Dato per scontato l’appoggio del vicepremier Matteo Salvini e della Lega tutta (anche quella «sudista» di Noi con Salvini) Zaia non fa mistero di vedere nel premier Giuseppe Conte una fondamentale figura di garanzia rispetto alle rivendicazioni del Movimento Cinque Stelle, stretto tra il «contratto», che esplicitamente prevede le autonomie tra i punti da realizzare entro la fine della legislatura e il consenso di cui gode nel Mezzogiorno, dove la tensione si fa ogni giorno più palpabile e cresce il rischio di perdere altri voti, dopo la batosta già patita in Abruzzo. «Immagino che il Consiglio dei ministri esaminerà la bozza, faranno la lista dei punti nevralgici e poi sarà il presidente del Consiglio ad affrontare one-to-one i singoli governatori e le singole partite. Perché ricordo che le tre intese (oltre al Veneto ci sono Lombardia ed Emilia Romagna, ndr.) non sono perfettamente sovrapponibili, ognuno chiede le funzioni più confacenti alla sua realtà».

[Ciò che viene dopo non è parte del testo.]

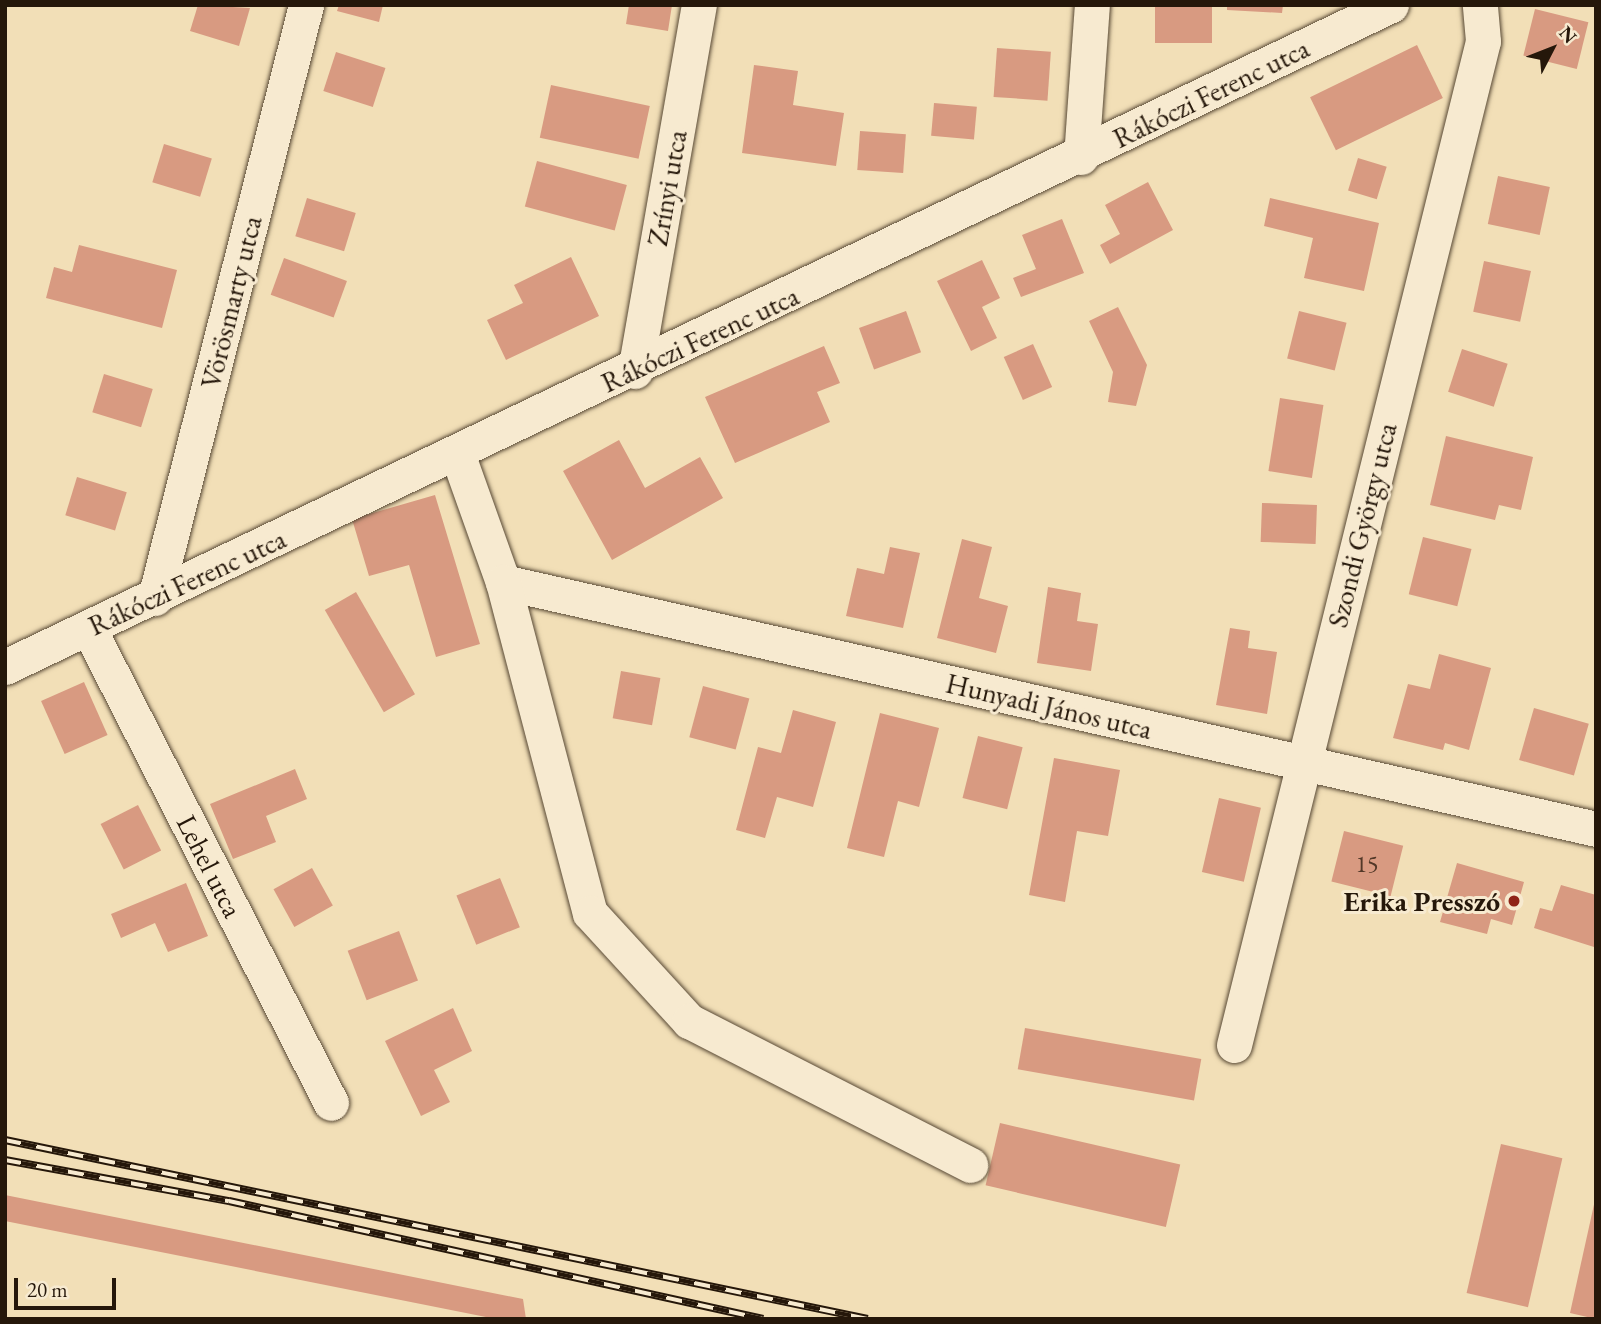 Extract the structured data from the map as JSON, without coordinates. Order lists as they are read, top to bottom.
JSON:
{
  "streets": {
    "street": [
      "Rákóczi Ferenc utca",
      "Zrínyi utca",
      "Vörösmarty utca",
      "Szondi György utca",
      "Hunyadi János utca",
      "Lehel utca"
    ]
  },
  "crossings": [
    ["Rákóczi Ferenc utca", "Zrínyi utca"],
    ["Rákóczi Ferenc utca", "Vörösmarty utca"],
    ["Rákóczi Ferenc utca", "Lehel utca"],
    ["Szondi György utca", "Hunyadi János utca"]
  ],
  "places": ["Erika Presszó"],
  "house_numbers": ["15"],
  "scale_bar": "20 m",
  "north": "top right"
}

Quanto durerà questa seconda fase della trattativa, con Conte? «Immagino qualche giorno - allarga le braccia Zaia -. La vera pietra miliare è l’uscita dal Consiglio dei ministri e la firma dell’intesa, dopodiché affronteremo il passaggio parlamentare».
Tra Camera e Senato le truppe del Sud (ma ce ne sono anche del Centro) si stanno organizzando per fare muro contro la «secessione dei ricchi». «È logico che il travaglio sia importante - concede Zaia - e noi siamo pronti a chiarire tutto, ma non possiamo accettare che si dica che questa è “la secessione dei ricchi”. La norma finanziaria ricalca esattamente il percorso attuato nel 1972 quando si decise di spogliare la Regione Trentino-Alto Adige delle competenze e di darle alle due Province autonome. I parlamentari non sono convinti? Fermo restando che “la tua libertà finisce dove inizia la mia”, e i veneti hanno celebrato un referendum, se qualcuno nella maggioranza è dubbioso avrebbe fatto meglio a leggersi bene il programma quando si è candidato, perché nel programma c’è scritto che si deve fare l’autonomia, è stato ribadito nel contratto e Lega e Cinque Stelle si sono sempre detti favorevoli».
Infine, una stoccata al collega campano Vincenzo De Luca, che ha chiamato a raccolta i governatori del Centro-Sud e sta guidando il «nuovo Risorgimento»: «Non posso tollerare che porti avanti una battaglia non per chiedere più autonomia per la sua Regione ma per toglierla a chi invece la vorrebbe... significa che il Sud ha scelto l’assistenzialismo ma allora se è così, abbiano perlomeno il coraggio di dirlo apertamente».